La bande d’adolescents fascinés et obsédés par les cinq mystérieuses soeurs Lisbon dans le roman culte de Jeffrey Eugenides, Virgin suicides, analyse pour leur camarade, un brin nigaud, de Trip Fontaine, le tombeur du lycée, les rudiments de la séduction au téléphone… Un art risqué ! Yann Moix qui développe des héros obsessionnels assez proches de ceux d’Eugenides a lui aussi décortiqué l’appel téléphonique à son amoureuse quand on a que 12 ans :
« (…) Apprendre par cœur les phrases clé, prévoir les différentes conversations possibles, faire les exercices de respiration de yoga avant de plonger tête la première et les yeux fermés dans l’océan crépitant d’électricité statique des lignes de téléphone. Il n’avait pas enduré l’éternité de la sonnerie avant qu’on décroche, ignorait le coup au cœur qu’on éprouvait en entendant la voix incomparable soudain jointe à la sienne, l’impression que cela faisait d’être trop près pour même la voir, d’être en fait à l’intérieur de son oreille. Il n’avait jamais enduré la douleur des réactions molles, la crainte du : « Oh…salut », ni l’annihilation soudaine du : « Qui ? » (Extrait de « Virgin suicides » de Jeffrey Eugenides).

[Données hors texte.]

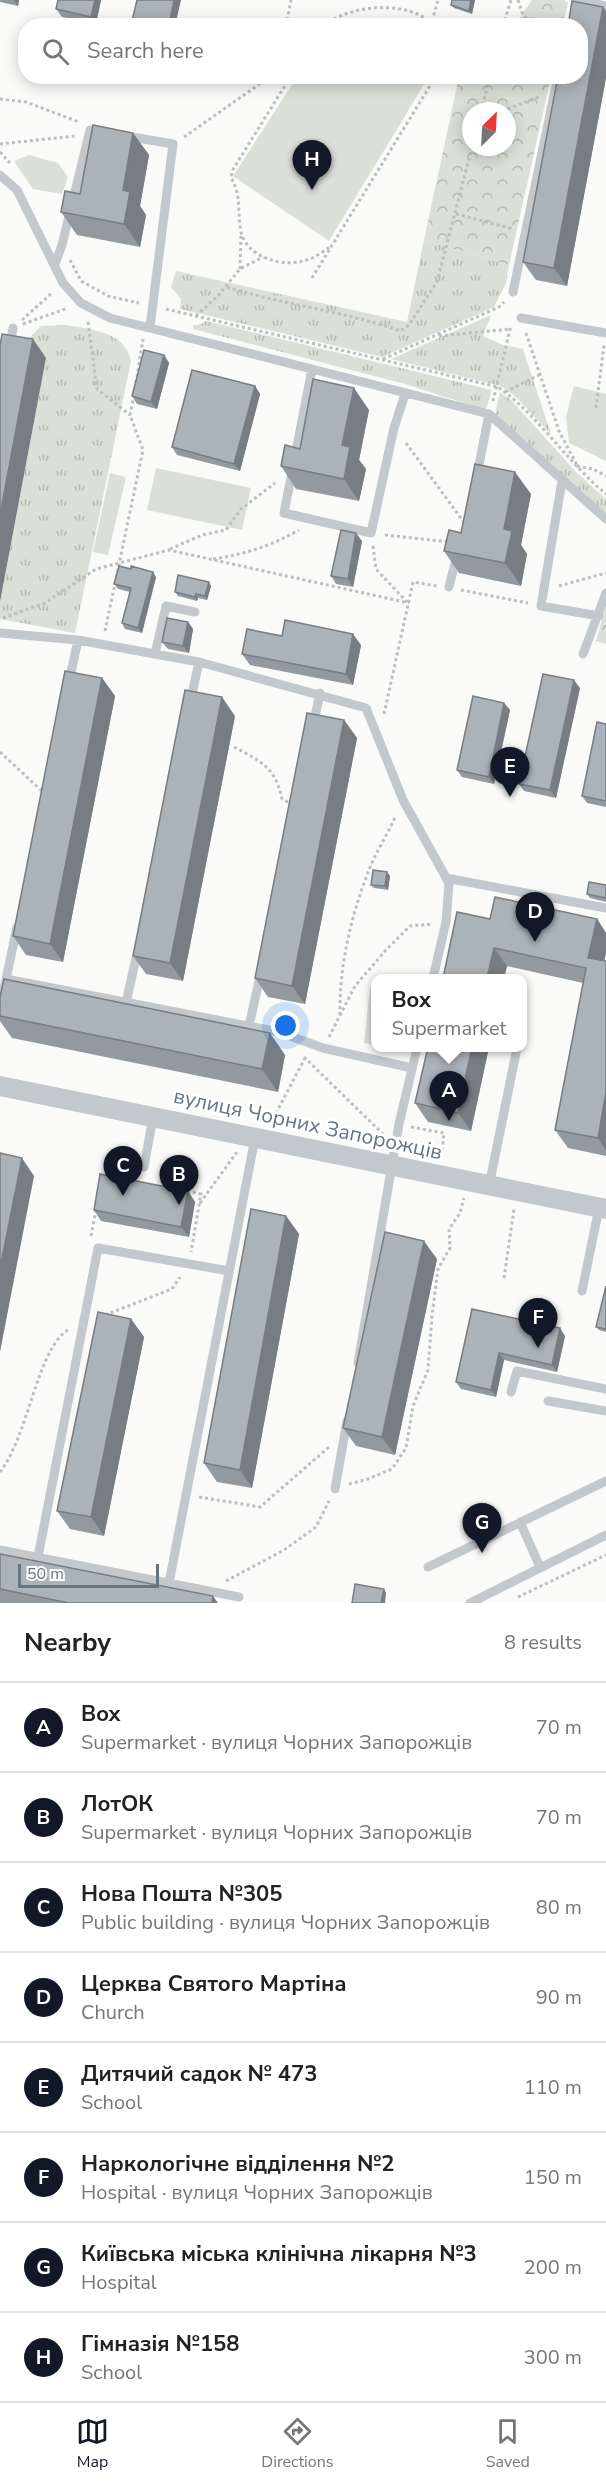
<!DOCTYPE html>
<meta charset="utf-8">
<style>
:root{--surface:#fff;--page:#f6f6f6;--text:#222;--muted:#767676;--line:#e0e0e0;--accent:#111827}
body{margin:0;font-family:"Nunito Sans",sans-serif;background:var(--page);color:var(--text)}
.compass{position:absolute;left:462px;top:102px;width:54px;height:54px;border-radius:50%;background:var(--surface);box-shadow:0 3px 15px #0003;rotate:24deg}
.scale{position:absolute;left:18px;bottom:15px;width:141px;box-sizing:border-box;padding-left:6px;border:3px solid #657683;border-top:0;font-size:16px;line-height:21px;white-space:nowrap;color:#657683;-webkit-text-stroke:4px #fff;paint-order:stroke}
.you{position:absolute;left:286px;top:1026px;width:21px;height:21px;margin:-15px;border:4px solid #fff;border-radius:50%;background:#1a73e8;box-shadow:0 0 0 9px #1a73e833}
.badge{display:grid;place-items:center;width:39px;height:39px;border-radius:50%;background:var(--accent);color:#fff;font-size:20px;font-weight:700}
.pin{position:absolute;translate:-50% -50px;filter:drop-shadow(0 2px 3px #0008)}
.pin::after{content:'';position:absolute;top:32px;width:21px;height:18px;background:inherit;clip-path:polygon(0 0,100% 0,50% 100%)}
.popup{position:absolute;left:371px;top:974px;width:156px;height:78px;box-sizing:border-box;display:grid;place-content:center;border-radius:12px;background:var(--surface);filter:drop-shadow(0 2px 4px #0005);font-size:20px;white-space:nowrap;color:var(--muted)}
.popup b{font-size:22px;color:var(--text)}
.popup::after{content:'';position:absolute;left:50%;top:100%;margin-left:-12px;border:12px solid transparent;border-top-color:var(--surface)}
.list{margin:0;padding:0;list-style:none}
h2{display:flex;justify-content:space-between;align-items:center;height:78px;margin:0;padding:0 24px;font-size:26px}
h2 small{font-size:20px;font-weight:400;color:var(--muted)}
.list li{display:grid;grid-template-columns:39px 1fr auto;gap:18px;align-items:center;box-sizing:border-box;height:90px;padding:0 24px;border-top:2px solid var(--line)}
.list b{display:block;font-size:22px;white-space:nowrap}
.list p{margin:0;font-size:20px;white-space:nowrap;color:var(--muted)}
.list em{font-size:20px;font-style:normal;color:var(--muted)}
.icon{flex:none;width:33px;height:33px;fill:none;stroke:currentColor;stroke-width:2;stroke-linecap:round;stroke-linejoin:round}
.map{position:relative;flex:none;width:606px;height:1603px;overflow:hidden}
.search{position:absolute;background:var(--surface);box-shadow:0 3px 15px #0003;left:18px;right:18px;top:18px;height:66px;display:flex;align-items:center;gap:15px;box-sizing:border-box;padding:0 21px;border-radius:24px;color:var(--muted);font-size:22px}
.sheet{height:798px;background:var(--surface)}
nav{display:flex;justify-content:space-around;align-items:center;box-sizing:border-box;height:84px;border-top:2px solid var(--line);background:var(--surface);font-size:16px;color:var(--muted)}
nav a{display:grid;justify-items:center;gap:3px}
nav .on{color:var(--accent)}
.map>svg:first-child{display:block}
.grass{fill:url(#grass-tufts)}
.forest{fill:url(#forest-crowns);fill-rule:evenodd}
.green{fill:#dadfd7}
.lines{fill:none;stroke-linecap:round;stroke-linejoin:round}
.path{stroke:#bbbfc2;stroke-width:3;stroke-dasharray:3 3;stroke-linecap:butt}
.lane{stroke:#c3c8cc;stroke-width:9}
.street{stroke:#c3c8cc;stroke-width:20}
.wall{fill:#929a9f}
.shaded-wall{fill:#777d82}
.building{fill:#aab3b9;stroke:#777d82;stroke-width:1.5}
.labels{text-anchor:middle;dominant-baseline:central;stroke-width:6;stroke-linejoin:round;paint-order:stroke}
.street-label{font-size:21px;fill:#657683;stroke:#fff}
</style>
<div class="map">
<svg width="606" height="1603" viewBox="0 0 606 1603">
<defs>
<pattern id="grass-tufts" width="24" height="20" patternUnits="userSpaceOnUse" patternTransform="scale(1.5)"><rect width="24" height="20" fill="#dadfd7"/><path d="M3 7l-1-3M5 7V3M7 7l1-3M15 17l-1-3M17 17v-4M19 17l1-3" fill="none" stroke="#b4b9b4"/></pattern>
<pattern id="forest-crowns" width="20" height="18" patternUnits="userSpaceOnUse" patternTransform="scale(1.5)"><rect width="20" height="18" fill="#dadfd7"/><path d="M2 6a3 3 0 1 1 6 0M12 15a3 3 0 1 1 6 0" fill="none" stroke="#b4b9b4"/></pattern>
</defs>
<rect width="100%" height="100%" fill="#fafaf8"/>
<path class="grass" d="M424,240L509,265L506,283L494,307L382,357L180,309L181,299L171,287L176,271L407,322Z
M491,315L483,336L503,345L523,349L551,434L516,397L501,386L391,359Z
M206,321L492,390L486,410L405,384L193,329V325H199Z
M66,325C92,330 125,331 131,361L75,633L0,619V602L46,358L15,352L41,326Z
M500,392L511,400L577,473L606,499V515L495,414Z"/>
<path class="forest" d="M532,0H564L568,3L563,25H490L518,20Z
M459,77H551L509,265L424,240ZM471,111H507V147H471Z
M606,605V644L596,641Z"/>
<path class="green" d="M425,76L428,78L329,241L233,176L297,77Z
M469,104L490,111H471V141L459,138Z
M29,155L58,163L68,177L62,194L33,189L14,161Z
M574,386L606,394V461L569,443L566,417Z
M156,468L251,488L242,530L147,510Z
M110,473L126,477L108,555L93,552Z
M370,987L375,988V1045L364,1043Z"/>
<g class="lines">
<path class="path" d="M518,0L523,15L535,26
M432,21L438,0
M286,26L291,0
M324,26C350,3 414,0 433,26
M503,26L511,0
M291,76L232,171L231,178C242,195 237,213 241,232C247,257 281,267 303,261C314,259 324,251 332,245
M0,99L26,102L79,122
M481,111L490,76
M502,111L539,97
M184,137L271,76
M0,144L75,136
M0,152L10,163
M456,214L513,229
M70,260L81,281L108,296L139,303
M240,269L241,236
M312,278L436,76
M227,287C284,305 344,311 400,331L409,325L437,282L472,147
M166,309L498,387C539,416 567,462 606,494
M196,316L217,297L240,269L263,257
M22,320L53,292
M88,322L97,389L130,415
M23,324L68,308
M526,333L559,431L578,467
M439,336L511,329
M383,359L499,307L504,302
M136,383L143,339
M505,392L539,375
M493,401L511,325
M596,408L604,345
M406,443L466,525
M577,466L593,469L606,476
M385,535L450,542
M373,546L376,569L407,602
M170,549L202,535L226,530L241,509L275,483
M213,559C245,554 271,546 299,530
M559,586L606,573
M461,590L528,603
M3,618L45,603L96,569L169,550L409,603
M105,631L143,450L130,415L134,395
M384,714L413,582L437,586
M234,747C262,762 275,767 282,799L292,804
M0,752L44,793
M340,1015C339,965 352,911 371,865C378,848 389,832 396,815
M329,1037L355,986L386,950L410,926L432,924
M304,1057L383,1134
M269,1123L274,1117L306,1056
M411,1127L444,1133L442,1152
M187,1191L201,1194L191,1252
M200,1203L237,1152
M91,1236L96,1210
M504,1278L514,1209
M105,1315L172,1289L180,1277
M0,1472C28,1437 37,1349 68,1330
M349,1484L368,1479L392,1469L406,1448L413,1406L428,1370L432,1316L438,1269L450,1248L449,1229L460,1213L464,1198
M199,1497L260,1507L329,1447
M226,1581L284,1550L316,1527L329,1501
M518,1597L606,1555"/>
<path class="lane" d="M577,0L606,6
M126,136L173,144L150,327
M0,175L17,190L63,283L81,303L110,318L489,414L606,519
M55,264L62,245L90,130L103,132
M513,292L558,76
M521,318L606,333
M10,346L13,328
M312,369L284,513L371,533L394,428L405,394
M477,475L489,414
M562,481L541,606L599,616
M449,587L457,555
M0,633L78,640L199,662L366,708L403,800L449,883
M155,654L166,606L195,612
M583,654L606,593
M69,682L78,640
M190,703L199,662
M313,726L320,693
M433,978L446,922L449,883L446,878L606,908
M6,979L279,1032L323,1048L412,1068
M126,1003L138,949
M0,1008L17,927
M249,1026L261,972
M144,1167L153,1117
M489,1186L517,1048
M582,1291L599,1208
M358,1363L399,1124L417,1048
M511,1392L517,1371L606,1389
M548,1401L606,1411
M335,1489L347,1421
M520,1522L540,1567
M0,1550L239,1597
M38,1557L98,1248L229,1271
M428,1567L606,1481
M169,1583L255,1138
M470,1603L606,1535"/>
<path class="street" d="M0,1086L606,1209"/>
</g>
<path class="wall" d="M0,0H19L18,6L0,2Z
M101,0L96,24L62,17L56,9Z
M475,0L472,14L454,8L451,5Z
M603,7L606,11V78L567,286L536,280L523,262Z
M133,133L149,155L140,206L146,215L140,247L77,235L61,212L80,194Z
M164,355L169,363L157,409L137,404L132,396Z
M255,386L260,394L240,471L177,455L172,447Z
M369,410L359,460L366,469L359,501L296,489L281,466L300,449Z
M531,494L521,545L527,554L521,586L459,573L444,551L461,533Z
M362,541L353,587L336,584L331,576Z
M131,569L156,577L142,633L125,629L122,623L130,592L118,589L114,584Z
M211,586L207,600L198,598L197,601L178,596L175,592Z
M188,622L193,629L189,653L168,649L162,642Z
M282,636L361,645L353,685L250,665L242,654Z
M102,678L115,696L63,962L26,955L13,936Z
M580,688L556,798L524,791L519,784Z
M504,703L510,710L494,784L462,777L457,770Z
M235,716L183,981L146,974L133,956Z
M344,720L357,738L305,1004L268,997L255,978Z
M606,724V807L587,803L582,796Z
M387,872L390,876L388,890L374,888L371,885Z
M606,885V902L590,898L587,894Z
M490,919H597L606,933V953L604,961H606V1156L568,1148L555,1130L583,983L507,966L504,978H443Z
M0,1016L285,1055L278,1092L12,1038L0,1021Z
M428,1047H489L471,1131L428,1122L415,1103Z
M188,1191L195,1202L189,1237L101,1221L94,1210Z
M286,1216L299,1234L252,1488L217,1482L204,1463Z
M437,1259L395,1455L356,1446L343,1428Z
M606,1286V1332L599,1330L596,1327Z
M472,1309L565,1336L557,1372L504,1360L496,1397L461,1389L456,1382Z
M131,1319L144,1337L104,1536L70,1529L57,1511Z
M0,1554L218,1603H0Z"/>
<path class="shaded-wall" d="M14,0H19L18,6Z
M95,0H101L96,24L91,17Z
M174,0H181L175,26H169Z
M471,0H475L472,14L469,11Z
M603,7L606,11V78L567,286L554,268Z
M133,133L149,155L140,206L146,215L140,247L124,224L123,190Z
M33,339L46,358L0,602V515Z
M164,355L169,363L157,409L151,402Z
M255,386L260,394L240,471L234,464Z
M354,388L369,410L359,460L366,469L359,501L344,479L342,445Z
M515,472L531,494L521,545L527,554L521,586L505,563L504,529Z
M356,533L362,541L353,587L348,579Z
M153,572L156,577L142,633L138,628Z
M209,582L211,586L207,600L205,596Z
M196,594L198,598L197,601L195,597Z
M188,622L193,629L189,653L183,646Z
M353,634L361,645L353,685L346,674Z
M102,678L115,696L63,962L50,944Z
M574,680L580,688L556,798L550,790Z
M222,697L235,716L183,981L170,963Z
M504,703L510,710L494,784L489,777Z
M344,720L357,738L305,1004L292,986Z
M387,872L390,876L388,890L385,886Z
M597,919L606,933V953L601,976L588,958Z
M494,948L507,966L504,978H487Z
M270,1033L285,1055L278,1092L262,1069Z
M472,1047H489L471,1131L458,1113Z
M606,1092V1150L598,1138Z
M22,1158L34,1176L0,1352V1268Z
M188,1191L195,1202L189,1237L181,1227Z
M286,1216L299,1234L252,1488L240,1470Z
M424,1241L437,1259L395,1455L382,1437Z
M131,1319L144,1337L104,1536L91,1517Z
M560,1328L565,1336L557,1372L552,1365Z
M499,1353L504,1360L496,1397L491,1390Z
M384,1589L386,1593L385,1603H381Z
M213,1596L218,1603H212Z"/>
<path class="building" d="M58,0H95L91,17L56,9Z
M137,0H174L169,26H134L131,25Z
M452,0H471L469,11L451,5Z
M572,1L603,7L554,268L523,262L558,76H580V26H568Z
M93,125L133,133L123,190L130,192L124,224L61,212L65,191L80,194Z
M2,334L33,339L0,515V346Z
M144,350L164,355L151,402L132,396Z
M192,370L255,386L234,464L172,447Z
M313,379L354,388L342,445L350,447L344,479L281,466L285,445L300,449Z
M475,464L515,472L504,529L512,531L505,563L444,551L449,530L461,533Z
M341,530L356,533L348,579L331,576Z
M119,566L131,569V566L153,572L138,628L122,623L131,588L114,584Z
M178,575L209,582L205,596L196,594L195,597L175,592Z
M167,618L188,622L183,646L162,642Z
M285,620L353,634L346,674L242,654L247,629L282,636Z
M65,671L102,678L50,944L13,936Z
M543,674L574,680L550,790L519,784Z
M185,690L222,697L170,963L133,956Z
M473,696L504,703L489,777L457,770Z
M307,713L344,720L292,986L255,978Z
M597,722L606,724V801L582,796Z
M373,870L387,872L385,886L371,885Z
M589,882L606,885V898L587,894Z
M495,897L597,919L588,958L606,961V1092L598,1138L555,1130L586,968L494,948L487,978H443L457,912L490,919Z
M4,979L270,1033L262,1069L0,1016V997Z
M428,1047H472L458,1113L415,1103Z
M0,1153L22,1158L0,1268Z
M100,1174L188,1191L181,1227L94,1210Z
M251,1209L286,1216L240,1470L204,1463Z
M385,1232L424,1241L382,1437L343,1428Z
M606,1286V1329L596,1327Z
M472,1309L560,1328L552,1365L499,1353L491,1390L456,1382Z
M98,1312L131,1319L91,1517L57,1511Z
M0,1554L213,1596L212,1603H69L0,1589Z
M355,1584L384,1589L381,1603H352Z"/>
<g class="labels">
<g class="street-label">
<text transform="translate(308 1124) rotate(12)">вулиця Чорних Запорожців</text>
</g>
</g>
</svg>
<svg class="compass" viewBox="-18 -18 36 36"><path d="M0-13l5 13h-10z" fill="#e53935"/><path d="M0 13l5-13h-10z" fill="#767676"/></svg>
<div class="scale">50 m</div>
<div class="you"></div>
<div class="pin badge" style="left:449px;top:1121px">A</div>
<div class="popup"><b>Box</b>Supermarket</div>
<div class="pin badge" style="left:179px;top:1205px">B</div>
<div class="pin badge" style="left:123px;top:1196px">C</div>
<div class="pin badge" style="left:535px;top:942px">D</div>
<div class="pin badge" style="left:510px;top:797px">E</div>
<div class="pin badge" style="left:538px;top:1348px">F</div>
<div class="pin badge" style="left:482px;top:1553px">G</div>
<div class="pin badge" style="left:312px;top:190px">H</div>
<div class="search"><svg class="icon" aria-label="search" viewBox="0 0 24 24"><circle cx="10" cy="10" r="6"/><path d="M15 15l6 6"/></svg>Search here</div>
</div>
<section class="sheet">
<h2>Nearby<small>8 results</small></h2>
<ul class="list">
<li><span class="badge">A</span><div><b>Box</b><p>Supermarket · вулиця Чорних Запорожців</p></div><em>70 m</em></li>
<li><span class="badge">B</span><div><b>ЛотОК</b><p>Supermarket · вулиця Чорних Запорожців</p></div><em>70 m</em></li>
<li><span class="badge">C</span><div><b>Нова Пошта №305</b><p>Public building · вулиця Чорних Запорожців</p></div><em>80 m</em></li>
<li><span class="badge">D</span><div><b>Церква Святого Мартіна</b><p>Church</p></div><em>90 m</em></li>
<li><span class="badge">E</span><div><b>Дитячий садок № 473</b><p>School</p></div><em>110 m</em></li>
<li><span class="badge">F</span><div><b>Наркологічне відділення №2</b><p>Hospital · вулиця Чорних Запорожців</p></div><em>150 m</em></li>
<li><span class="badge">G</span><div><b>Київська міська клінічна лікарня №3</b><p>Hospital</p></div><em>200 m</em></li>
<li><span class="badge">H</span><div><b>Гімназія №158</b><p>School</p></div><em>300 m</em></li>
</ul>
</section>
<nav>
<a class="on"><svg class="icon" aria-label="map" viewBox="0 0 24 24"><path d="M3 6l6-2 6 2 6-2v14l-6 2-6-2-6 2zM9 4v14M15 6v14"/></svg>Map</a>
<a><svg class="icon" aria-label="directions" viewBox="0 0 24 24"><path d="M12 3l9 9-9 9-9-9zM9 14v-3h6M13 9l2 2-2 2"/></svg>Directions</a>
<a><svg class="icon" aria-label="saved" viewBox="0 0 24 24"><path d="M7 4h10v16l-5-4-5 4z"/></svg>Saved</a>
</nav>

« Il faudrait l’appeler, se ridiculiser au téléphone, en cachette des parents, trébucher sur les mots, dans les bégaiements, les silences compliqués et les hésitations boueuses. Pour lui dire quoi ? De l’universel rapiécé, du par-cœur, ridicule. Moi blanc et téléphone rouge. Je fais le grand numéro. Mes mains d’enfant tremblent comme un corps, l’index glisse, je dérape. Suicide. Plus qu’un tour, petit tour de manivelle pour moteur à explosion. Je ne suis plus qu’à un chiffre d’elle, une demi-révolution. Je maintiens un peu, accompagne le retour, ôte le doigt. Un bruit sec. Les combinés d’alors avaient ce côté roulette rousse que n’ont plus les appareils à touches. Premiers bips caverneux sur l’autre versant de la nuit. Je donne du sens à ces tonalités qui l’appellent inexorablement l’appellent, trop rapprochées pour ma panqiue, trop espacées pour mon impatience, air de flûte mécanique chez moi et sonneries tonitruantes chez elle : c’est bien l’amour qui implore. – Allô ? Ca y’est. Quelque chose d’elle m’appartient. Deux secondes enveloppées dans un soupir d’ondes susurrées. Elle m’a donné deux syllabes et un point d’interrogation. Je retiens son souffle. Comme un poing se referme sur l’oisillon tombé, je serre à mourir cette proie de sons inédits offerte en pâture à la collection des intimités. D’elle je possède désormais cet instant d’étonnement téléphonique pour toute la durée du monde, à jamais, et, quand le soleil rougi explosera bientôt sur l’univers, il emportera ce premier murmure d’Hélène dans les ouragans de cailloux comme une musique de politesse sur la déflagration d’Apocalypse. » (extrait de « Jubilations vers le ciel » de Yann Moix)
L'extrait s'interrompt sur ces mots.